JEP 522 performance regression with large pages

Thomas Stüfe thomas.stuefe at gmail.com
Thu Aug 28 15:20:03 UTC 2025


Disclaimer: I am not a G1 expert, just a curious bystander.

Just some questions:
- what is the standard deviation on those tests; meaning, how reliable are
the results?
- you are sure that THP is set to madvise mode on the OS side, right? Not
always?
- can you exclude the (as you say, large) off-heap memory as a cause for
the delta? So the only THP memory in use is the Java heap? Is anyone
madvising those offheap memory regions, third-party native code maybe?
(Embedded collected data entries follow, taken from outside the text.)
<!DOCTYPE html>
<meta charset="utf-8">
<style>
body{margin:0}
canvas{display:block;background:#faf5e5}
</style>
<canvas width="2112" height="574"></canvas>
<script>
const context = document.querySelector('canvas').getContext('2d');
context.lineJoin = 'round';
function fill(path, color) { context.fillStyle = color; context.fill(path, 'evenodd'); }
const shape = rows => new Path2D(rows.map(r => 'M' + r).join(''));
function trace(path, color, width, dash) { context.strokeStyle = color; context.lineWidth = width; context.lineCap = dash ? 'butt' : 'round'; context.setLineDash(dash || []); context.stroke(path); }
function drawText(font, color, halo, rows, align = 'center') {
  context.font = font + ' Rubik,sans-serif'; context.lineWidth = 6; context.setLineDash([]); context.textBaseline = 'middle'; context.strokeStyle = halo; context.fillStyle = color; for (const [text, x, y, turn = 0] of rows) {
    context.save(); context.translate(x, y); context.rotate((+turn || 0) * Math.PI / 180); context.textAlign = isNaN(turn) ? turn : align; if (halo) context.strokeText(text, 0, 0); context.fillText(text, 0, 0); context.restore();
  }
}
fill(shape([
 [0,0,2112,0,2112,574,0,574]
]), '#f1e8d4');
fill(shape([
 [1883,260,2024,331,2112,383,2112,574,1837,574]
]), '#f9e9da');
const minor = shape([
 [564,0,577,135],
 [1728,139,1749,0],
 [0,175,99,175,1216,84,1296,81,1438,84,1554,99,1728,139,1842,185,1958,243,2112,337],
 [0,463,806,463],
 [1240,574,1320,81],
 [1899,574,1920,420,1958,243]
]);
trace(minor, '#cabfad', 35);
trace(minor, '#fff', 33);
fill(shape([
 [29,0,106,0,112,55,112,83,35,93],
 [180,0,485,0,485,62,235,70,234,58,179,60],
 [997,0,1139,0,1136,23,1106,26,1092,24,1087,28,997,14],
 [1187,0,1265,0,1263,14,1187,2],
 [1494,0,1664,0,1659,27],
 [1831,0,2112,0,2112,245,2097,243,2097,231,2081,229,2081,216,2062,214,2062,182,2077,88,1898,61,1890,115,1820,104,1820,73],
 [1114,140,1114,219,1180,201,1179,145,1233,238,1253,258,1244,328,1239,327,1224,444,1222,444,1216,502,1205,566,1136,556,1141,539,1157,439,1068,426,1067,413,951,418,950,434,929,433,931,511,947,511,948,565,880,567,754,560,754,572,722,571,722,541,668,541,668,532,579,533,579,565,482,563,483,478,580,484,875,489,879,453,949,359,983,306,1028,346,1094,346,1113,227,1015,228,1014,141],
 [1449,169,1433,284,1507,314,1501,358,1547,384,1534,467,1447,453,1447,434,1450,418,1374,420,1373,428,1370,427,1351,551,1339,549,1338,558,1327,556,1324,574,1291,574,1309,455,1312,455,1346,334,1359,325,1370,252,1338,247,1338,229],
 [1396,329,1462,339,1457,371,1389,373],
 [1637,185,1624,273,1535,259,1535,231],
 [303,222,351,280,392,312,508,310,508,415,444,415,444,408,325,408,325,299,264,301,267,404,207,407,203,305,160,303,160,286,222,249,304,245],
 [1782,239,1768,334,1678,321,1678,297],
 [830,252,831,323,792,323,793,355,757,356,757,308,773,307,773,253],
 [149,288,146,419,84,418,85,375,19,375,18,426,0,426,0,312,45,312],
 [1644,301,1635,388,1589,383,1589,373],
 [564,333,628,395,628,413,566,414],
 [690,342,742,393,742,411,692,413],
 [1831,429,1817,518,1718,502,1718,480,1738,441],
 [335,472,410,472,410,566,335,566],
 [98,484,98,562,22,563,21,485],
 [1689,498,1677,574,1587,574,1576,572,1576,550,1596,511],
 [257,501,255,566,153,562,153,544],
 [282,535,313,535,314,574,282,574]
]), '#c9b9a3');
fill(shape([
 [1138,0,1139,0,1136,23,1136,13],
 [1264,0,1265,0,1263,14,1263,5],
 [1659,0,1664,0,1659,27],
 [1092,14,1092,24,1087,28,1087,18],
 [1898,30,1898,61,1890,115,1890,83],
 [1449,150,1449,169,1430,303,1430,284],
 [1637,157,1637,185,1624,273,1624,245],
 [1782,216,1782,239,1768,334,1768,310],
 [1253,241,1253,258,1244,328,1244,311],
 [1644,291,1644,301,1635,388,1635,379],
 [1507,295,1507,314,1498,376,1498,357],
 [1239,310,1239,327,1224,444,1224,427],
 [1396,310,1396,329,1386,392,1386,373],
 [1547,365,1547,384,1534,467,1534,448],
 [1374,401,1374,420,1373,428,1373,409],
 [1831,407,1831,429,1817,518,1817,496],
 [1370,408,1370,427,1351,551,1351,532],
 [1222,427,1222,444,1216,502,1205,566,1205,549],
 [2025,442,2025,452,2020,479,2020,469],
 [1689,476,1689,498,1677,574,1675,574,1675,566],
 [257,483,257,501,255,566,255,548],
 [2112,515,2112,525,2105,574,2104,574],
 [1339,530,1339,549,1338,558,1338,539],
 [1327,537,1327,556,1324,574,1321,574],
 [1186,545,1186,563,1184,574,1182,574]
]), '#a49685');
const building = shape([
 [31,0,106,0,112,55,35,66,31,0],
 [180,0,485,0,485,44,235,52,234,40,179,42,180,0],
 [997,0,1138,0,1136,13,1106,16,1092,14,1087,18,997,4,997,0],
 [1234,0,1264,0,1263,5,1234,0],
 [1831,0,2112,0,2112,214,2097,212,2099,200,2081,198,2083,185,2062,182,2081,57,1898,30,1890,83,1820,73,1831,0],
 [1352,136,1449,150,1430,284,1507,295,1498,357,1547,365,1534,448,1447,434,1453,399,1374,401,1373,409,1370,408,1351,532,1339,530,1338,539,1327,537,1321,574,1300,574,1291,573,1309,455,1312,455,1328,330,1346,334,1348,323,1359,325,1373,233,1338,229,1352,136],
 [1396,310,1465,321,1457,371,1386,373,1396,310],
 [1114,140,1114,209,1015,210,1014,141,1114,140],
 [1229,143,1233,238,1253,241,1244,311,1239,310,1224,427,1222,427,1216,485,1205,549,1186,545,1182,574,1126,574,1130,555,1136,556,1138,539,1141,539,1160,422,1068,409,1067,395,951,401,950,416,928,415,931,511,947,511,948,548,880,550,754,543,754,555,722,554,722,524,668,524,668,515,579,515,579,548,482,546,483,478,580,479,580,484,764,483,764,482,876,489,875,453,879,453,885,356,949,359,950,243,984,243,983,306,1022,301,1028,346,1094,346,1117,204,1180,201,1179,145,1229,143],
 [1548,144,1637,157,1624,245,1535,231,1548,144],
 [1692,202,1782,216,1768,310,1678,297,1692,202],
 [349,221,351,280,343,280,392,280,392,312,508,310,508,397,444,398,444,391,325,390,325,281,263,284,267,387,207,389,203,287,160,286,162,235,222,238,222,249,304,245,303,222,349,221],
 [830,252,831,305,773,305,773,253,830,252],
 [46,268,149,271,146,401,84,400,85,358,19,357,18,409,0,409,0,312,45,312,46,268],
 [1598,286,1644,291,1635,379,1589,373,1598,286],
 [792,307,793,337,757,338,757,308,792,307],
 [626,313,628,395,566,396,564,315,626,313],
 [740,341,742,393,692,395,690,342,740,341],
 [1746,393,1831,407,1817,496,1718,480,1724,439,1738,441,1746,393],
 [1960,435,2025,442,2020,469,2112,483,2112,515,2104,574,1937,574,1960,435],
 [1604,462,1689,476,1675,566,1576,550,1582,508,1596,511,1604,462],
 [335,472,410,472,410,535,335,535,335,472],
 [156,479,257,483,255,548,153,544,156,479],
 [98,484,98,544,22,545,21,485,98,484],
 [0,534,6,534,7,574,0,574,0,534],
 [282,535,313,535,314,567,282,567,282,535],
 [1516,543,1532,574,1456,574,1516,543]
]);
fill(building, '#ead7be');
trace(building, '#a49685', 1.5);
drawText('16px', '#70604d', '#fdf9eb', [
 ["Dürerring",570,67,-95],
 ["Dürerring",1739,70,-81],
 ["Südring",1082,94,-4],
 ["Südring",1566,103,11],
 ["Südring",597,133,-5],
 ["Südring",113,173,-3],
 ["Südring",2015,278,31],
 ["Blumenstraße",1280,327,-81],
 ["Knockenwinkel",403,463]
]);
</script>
Note, you can use jcmd System.map to get a look at the THP state of all
memory regions of the process. It shows you which areas are eliglbe for THP
coalescation, and which are already coalesced. That includes heap and your
offheap memory (if you happen to know its address).
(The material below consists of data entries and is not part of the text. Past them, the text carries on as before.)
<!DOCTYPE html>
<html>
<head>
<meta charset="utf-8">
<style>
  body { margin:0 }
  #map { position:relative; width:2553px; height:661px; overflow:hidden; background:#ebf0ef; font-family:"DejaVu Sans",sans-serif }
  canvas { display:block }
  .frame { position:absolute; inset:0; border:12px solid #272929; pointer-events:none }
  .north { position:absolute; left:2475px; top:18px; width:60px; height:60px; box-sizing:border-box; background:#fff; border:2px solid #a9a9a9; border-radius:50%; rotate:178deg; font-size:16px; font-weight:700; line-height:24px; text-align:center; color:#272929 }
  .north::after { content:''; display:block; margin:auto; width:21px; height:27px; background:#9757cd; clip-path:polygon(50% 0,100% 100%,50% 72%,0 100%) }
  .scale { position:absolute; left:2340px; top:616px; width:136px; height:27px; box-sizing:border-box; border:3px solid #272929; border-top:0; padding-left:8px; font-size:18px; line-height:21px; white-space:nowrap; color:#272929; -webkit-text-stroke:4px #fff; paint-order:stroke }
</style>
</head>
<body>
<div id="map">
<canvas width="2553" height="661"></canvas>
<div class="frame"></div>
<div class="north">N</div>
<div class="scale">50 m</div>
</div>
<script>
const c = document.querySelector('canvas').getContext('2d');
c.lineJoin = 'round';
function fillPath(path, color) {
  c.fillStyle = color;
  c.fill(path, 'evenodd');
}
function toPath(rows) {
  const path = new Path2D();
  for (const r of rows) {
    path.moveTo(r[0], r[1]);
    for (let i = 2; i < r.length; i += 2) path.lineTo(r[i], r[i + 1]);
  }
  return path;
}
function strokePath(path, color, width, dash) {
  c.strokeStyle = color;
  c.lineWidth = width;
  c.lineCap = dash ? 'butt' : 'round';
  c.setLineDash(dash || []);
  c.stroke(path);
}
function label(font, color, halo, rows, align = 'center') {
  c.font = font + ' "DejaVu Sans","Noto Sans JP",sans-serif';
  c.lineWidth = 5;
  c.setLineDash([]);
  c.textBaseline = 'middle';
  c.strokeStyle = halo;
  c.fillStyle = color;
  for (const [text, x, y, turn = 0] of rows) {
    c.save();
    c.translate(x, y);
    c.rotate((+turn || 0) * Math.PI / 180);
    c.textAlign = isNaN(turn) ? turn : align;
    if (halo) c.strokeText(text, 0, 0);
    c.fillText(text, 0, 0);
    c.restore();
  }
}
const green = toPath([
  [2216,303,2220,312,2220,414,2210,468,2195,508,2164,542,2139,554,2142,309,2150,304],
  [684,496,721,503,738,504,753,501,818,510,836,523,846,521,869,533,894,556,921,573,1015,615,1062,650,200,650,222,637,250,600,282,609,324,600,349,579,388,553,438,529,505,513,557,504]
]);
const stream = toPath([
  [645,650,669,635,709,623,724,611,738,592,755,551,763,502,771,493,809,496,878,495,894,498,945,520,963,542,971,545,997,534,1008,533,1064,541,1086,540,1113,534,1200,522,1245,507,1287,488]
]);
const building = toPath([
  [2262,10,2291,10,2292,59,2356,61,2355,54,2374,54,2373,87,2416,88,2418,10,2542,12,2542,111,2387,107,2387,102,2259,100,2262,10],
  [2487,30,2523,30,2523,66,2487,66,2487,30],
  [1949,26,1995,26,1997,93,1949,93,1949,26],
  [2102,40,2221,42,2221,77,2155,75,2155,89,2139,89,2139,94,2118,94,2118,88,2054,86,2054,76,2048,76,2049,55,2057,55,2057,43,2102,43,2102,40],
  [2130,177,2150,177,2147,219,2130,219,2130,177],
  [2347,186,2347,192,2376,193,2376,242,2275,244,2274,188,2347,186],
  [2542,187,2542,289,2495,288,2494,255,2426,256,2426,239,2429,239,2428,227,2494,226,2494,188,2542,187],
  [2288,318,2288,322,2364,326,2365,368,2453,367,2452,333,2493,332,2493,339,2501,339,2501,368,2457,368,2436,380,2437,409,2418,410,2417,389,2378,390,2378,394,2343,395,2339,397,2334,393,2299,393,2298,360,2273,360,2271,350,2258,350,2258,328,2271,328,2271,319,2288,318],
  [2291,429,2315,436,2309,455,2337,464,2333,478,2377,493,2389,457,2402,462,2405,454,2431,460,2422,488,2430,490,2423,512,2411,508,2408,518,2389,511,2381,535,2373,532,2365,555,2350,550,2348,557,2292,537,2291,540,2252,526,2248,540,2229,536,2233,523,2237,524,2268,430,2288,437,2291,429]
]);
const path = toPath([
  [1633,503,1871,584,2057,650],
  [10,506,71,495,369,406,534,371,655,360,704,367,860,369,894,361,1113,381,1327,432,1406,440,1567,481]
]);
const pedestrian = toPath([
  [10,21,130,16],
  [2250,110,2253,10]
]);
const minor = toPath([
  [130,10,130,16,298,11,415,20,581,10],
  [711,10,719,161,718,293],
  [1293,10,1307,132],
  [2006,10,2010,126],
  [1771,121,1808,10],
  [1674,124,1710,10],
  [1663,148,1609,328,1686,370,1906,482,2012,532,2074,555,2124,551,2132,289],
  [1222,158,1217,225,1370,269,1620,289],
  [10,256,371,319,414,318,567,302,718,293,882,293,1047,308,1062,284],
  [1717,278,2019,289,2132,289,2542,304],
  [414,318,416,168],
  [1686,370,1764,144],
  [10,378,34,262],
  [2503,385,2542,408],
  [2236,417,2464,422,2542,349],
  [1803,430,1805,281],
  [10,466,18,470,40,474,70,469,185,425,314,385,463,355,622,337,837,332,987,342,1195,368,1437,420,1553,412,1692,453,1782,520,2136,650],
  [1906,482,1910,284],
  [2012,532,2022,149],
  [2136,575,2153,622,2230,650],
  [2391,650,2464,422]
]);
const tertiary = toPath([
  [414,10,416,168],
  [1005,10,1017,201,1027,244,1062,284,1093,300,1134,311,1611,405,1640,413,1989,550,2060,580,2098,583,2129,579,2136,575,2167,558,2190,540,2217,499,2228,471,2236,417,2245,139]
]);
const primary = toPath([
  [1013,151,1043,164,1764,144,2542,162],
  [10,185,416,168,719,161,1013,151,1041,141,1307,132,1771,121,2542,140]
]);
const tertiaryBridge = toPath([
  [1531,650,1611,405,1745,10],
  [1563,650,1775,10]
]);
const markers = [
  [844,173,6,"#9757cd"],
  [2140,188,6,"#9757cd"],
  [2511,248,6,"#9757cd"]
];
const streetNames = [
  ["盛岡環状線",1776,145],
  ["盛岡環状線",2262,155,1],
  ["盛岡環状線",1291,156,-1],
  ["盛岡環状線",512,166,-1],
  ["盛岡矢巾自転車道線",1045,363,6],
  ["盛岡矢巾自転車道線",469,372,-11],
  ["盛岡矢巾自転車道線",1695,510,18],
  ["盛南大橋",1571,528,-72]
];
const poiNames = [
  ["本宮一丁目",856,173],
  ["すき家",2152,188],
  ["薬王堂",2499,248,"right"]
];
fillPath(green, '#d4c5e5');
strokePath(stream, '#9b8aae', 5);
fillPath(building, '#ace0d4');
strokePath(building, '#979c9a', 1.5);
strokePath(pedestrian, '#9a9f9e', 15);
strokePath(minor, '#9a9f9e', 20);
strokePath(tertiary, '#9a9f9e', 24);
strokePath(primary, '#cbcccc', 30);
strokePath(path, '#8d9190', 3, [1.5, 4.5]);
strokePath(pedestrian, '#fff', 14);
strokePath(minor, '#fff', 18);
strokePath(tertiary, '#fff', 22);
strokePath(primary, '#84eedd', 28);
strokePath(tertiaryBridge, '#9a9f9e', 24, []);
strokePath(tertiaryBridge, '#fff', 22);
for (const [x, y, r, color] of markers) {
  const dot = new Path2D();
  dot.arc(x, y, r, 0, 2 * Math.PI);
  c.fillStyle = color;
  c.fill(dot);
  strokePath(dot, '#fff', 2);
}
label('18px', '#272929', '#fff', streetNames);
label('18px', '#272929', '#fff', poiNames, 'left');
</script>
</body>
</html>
Other than that, my first guess would be that any performance regression
with THP stems from THP repeatedly forming and shattering. E.g. the OS
coalesces large pages concurrently to the JVM uncommitting
small-page-sized-portions of just coalesced large THP pages.



On Thu, Aug 28, 2025 at 4:42 PM Brian S O'Neill <bronee at gmail.com> wrote:

> I'm experimenting with the changes in PR 23739 (8342382: Implement JEP
> 522: G1 GC: Improve Throughput by Reducing Synchronization) and I'm
> seeing a small performance regression when large pages are configured.
>
> The test is fairly complicated, and most of the memory it uses is off
> heap. The GC heap size is set to 3GB (min and max), which is much larger
> than is actually required. A bunch of objects are allocated up front and
> remain in the old gen for the duration of the test run. Between each GC
> cycle, almost all the old gen objects will have been updated to
> reference a young object. The young gen objects live for about 2
> microseconds, and the references from the old gen objects are cleared.
>
> Here's the baseline results when running with "normal" pages:
>
> ParallelGC:   235.6 seconds
> G1GC JEP 522: 238.7 seconds
> G1GC:         241.5 seconds
> ZGC:          246.2 seconds
>
> With JEP 522, there's a small performance improvement, about 1%, which
> is nice to see. Here's the results when running with large pages
> (-XX:+UseLargePages -XX:+UseTransparentHugePages shmem_enabled is advise):
>
> ParallelGC:   228.9 seconds
> G1GC:         235.1 seconds
> ZGC:          239.3 seconds
> G1GC JEP 522: 239.7 seconds
>
> All of the GCs show a performance improvement when using large pages,
> but with JEP 522, G1 is slower than the current version (JDK 24).
>
> I don't know why there's a performance regression. Is this to be
> expected with large pages, or is there a missing configuration
> somewhere? I'm not configuring anything other than -Xms, -Xmx, and the
> large page settings. Also note that the test is run ten times (without
> restarting the JVM) and the average time is reported.